Delta robots can also be far less costly and far easier to configure than cartesian-type pick-and-place machines. After all, the latter are large and heavy — similar to CNC machine tools. Cartesian systems are difficult to move, and after being moved can require costly and time-consuming recalibration. In contrast, delta robots are small and light enough to relocate fairly frequently. After setup in the new location, they simply run a simple self-calibration routine and then resume operation.

Figure 6: Some delta robots maneuver through five axes to orient objects of all types. The IRB 365 shown here can sort, feed, pick, reorient, and place 1-kg products at 120 picks per minute — satisfying the requirements of production facilities needing high throughput and efficiency. Commanded by a compact delta-robot controller called the OmniCore, the system offers performance motion control, digital connectivity, and more than a thousand programmed functions. (Image source: ABB)

Delta robot options abound. Codian Robotics specializes in only delta robots, in contrast with most industrial robot manufacturers that primarily produce articulated-arm robots. The supplier’s delta robots offer payloads of 1.5 to 125 kg to execute the assembly of tiny electronic parts to many designs far larger. A Mitsubishi Electric partnership pairs Codian delta robots with Mitsubishi controllers.

ABB’s delta robots are produced under the FlexPicker brand. The current model is the IRB 360, a delta robot with two auxiliary rotary axes in series at the end effector for five-axis motion. These robots are optimized for pick and place operations.
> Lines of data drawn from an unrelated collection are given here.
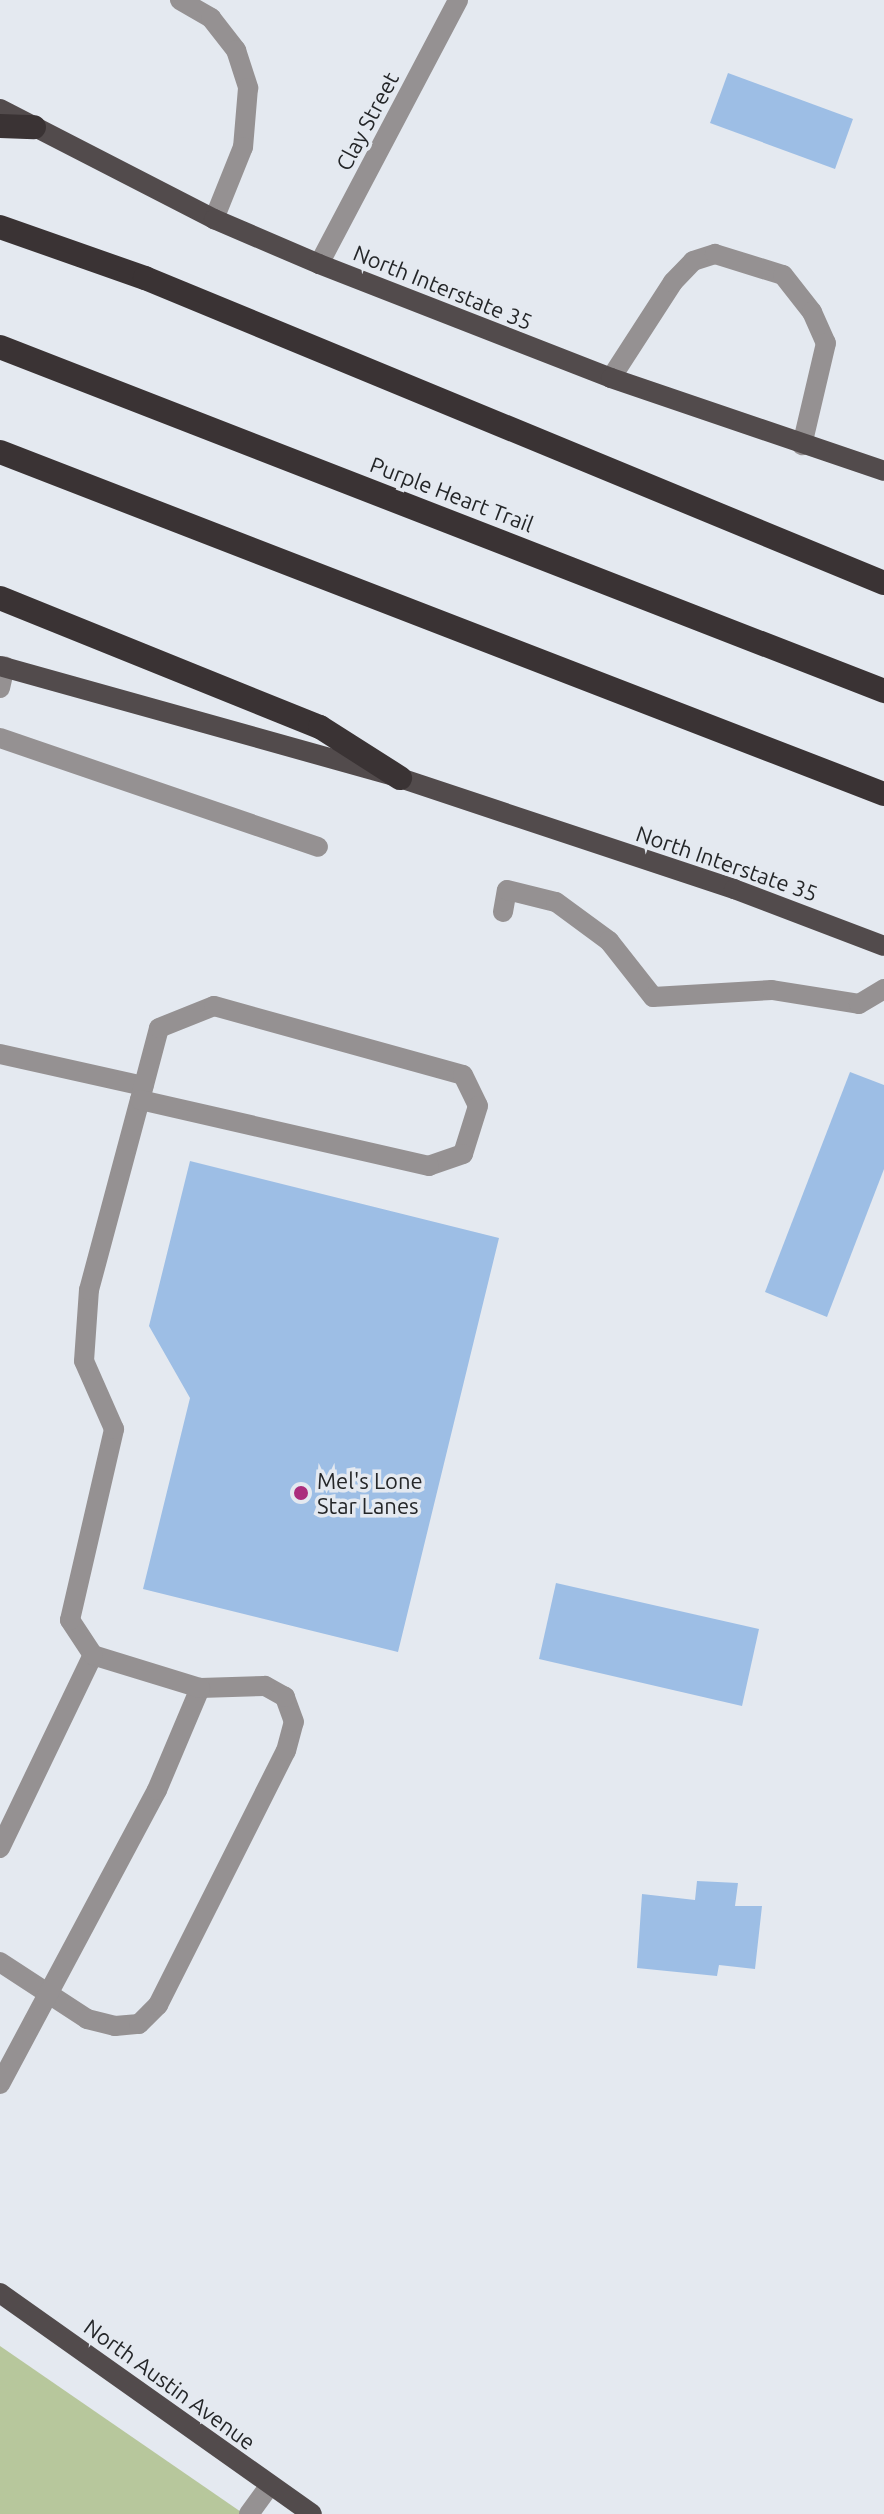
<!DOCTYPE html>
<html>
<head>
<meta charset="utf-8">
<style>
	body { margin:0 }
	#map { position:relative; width:884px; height:2514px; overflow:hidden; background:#e4e9f0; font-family:Ubuntu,sans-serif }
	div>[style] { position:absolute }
	.green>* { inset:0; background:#b7c79c }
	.building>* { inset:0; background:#9dbee5 }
	.minor>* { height:20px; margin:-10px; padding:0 10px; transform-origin:10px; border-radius:10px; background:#959192 }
	.major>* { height:20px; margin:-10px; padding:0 10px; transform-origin:10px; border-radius:10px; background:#524b4c }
	.highway>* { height:24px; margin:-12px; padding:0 12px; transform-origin:12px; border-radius:12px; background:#3a3334 }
	.dots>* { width:22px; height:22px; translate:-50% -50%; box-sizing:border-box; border:4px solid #e4e9f0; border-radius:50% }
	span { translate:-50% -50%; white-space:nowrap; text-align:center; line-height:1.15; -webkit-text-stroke:7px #e4e9f0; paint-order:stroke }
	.street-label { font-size:22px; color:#242628 }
	.poi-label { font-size:22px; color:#242628 }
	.left { translate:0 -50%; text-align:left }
</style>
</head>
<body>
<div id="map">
	<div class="green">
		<i style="clip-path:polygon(0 2346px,244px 2514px,0 2514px)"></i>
	</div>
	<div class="building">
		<i style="clip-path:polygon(728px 73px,853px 119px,835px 169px,710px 123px)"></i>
		<i style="clip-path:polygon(850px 1072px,884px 1085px,884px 1169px,827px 1317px,765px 1292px)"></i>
		<i style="clip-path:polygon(190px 1161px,499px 1238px,398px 1652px,143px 1589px,190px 1398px,149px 1326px)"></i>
		<i style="clip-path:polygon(556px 1583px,759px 1629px,742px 1706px,539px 1659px)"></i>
		<i style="clip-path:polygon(697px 1881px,738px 1883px,735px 1906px,762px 1906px,755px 1969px,719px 1965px,717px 1976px,637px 1968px,642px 1894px,695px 1900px)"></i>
	</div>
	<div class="minor">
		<i style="left:180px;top:0;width:36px;rotate:30deg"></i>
		<i style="left:211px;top:18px;width:41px;rotate:52deg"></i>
		<i style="left:236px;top:50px;width:40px;rotate:72deg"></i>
		<i style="left:248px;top:88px;width:59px;rotate:94.8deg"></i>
		<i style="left:243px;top:147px;width:78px;rotate:111.9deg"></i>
		<i style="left:319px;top:264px;width:298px;rotate:-62.2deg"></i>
		<i style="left:611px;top:378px;width:114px;rotate:-57.1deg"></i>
		<i style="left:673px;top:282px;width:29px;rotate:-46deg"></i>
		<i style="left:693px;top:261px;width:23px;rotate:-18deg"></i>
		<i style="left:715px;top:254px;width:71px;rotate:17.2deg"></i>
		<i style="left:783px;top:275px;width:47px;rotate:51.9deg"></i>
		<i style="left:812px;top:312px;width:34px;rotate:66deg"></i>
		<i style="left:826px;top:343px;width:105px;rotate:103.2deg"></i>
		<i style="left:0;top:688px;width:22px;rotate:-77deg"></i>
		<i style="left:0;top:738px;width:336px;rotate:18.9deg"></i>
		<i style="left:503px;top:912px;width:22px;rotate:-80deg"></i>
		<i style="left:507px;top:890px;width:50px;rotate:13.8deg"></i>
		<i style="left:556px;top:902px;width:66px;rotate:36.3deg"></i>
		<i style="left:609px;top:941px;width:71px;rotate:51.8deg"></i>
		<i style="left:653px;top:997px;width:119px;rotate:-3.4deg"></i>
		<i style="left:772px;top:990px;width:88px;rotate:9.1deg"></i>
		<i style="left:859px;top:1004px;width:29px;rotate:-31deg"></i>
		<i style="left:0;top:1054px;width:147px;rotate:12.6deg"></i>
		<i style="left:0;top:1848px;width:214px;rotate:-64.3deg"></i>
		<i style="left:0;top:1962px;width:104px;rotate:33.2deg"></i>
		<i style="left:87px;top:2019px;width:29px;rotate:14deg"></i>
		<i style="left:115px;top:2026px;width:24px;rotate:-5deg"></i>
		<i style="left:139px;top:2024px;width:27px;rotate:-45deg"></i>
		<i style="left:158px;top:2005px;width:284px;rotate:-63.3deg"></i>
		<i style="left:286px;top:1751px;width:30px;rotate:-75deg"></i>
		<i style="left:294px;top:1722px;width:27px;rotate:-110deg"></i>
		<i style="left:285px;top:1697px;width:23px;rotate:-151deg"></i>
		<i style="left:265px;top:1686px;width:65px;rotate:178.2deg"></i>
		<i style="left:0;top:2084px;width:333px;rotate:-61.9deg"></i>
		<i style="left:157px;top:1790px;width:111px;rotate:-67.1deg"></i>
		<i style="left:200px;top:1688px;width:112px;rotate:-162.9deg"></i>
		<i style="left:93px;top:1655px;width:42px;rotate:-123.3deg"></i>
		<i style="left:70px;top:1620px;width:196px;rotate:-77deg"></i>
		<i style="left:114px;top:1429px;width:74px;rotate:-113.8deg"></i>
		<i style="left:84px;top:1361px;width:71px;rotate:-86deg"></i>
		<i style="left:89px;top:1290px;width:197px;rotate:-75deg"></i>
		<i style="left:140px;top:1100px;width:74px;rotate:-75.2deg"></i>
		<i style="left:159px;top:1028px;width:59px;rotate:-21.8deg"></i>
		<i style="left:214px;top:1006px;width:258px;rotate:15.5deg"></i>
		<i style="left:463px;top:1075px;width:34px;rotate:64deg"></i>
		<i style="left:478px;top:1106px;width:50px;rotate:107.4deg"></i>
		<i style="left:463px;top:1154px;width:36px;rotate:161deg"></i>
		<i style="left:429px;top:1166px;width:296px;rotate:-167.1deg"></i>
		<i style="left:249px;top:2514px;width:36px;rotate:-54deg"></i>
	</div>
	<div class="major">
		<i style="left:0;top:109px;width:241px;rotate:27.2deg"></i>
		<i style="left:214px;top:219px;width:114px;rotate:23.2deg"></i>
		<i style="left:319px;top:264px;width:313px;rotate:21.3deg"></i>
		<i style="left:611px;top:378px;width:288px;rotate:18.8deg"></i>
		<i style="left:0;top:666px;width:415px;rotate:15.6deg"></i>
		<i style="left:400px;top:778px;width:352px;rotate:18.4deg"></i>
		<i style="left:734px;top:889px;width:160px;rotate:20.8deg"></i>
		<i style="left:0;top:2293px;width:382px;rotate:35.3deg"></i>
	</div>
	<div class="highway">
		<i style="left:0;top:126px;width:34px;rotate:2deg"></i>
		<i style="left:0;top:227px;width:154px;rotate:19.4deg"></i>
		<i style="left:145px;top:278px;width:799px;rotate:22.43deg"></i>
		<i style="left:0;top:347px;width:949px;rotate:21.26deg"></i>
		<i style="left:0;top:452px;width:948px;rotate:21.15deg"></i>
		<i style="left:0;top:598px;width:345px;rotate:22deg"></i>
		<i style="left:320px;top:727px;width:95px;rotate:32.5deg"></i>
	</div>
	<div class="dots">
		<i style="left:301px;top:1493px;background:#ab2d7d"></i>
	</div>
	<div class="street-label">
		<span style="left:367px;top:121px;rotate:-62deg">Clay Street</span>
		<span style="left:443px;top:287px;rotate:22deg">North Interstate 35</span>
		<span style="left:452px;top:494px;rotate:21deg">Purple Heart Trail</span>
		<span style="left:727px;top:863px;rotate:19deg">North Interstate 35</span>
		<span style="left:170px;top:2384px;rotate:36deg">North Austin Avenue</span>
	</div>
	<div class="poi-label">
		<span class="left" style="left:317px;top:1493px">Mel's Lone<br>Star Lanes</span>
	</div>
</div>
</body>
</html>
Fanuc produces delta robots in two ranges. The M-series includes small robots used for assembly of small parts (most commonly electronics) as well as larger robots. M-series robots are available in three, four, and five-axis configurations. The DR-3iB series robots are larger four-axis robots designed for picking and packing operations, with motion speeds of up to 5.5 m/sec and payloads up to 8 kg.

Conclusion

Delta robots provide affordable and flexible automation for electronics manufacturing. They often provide higher speed and more flexibility than other robotics and automated pick-and-place machines.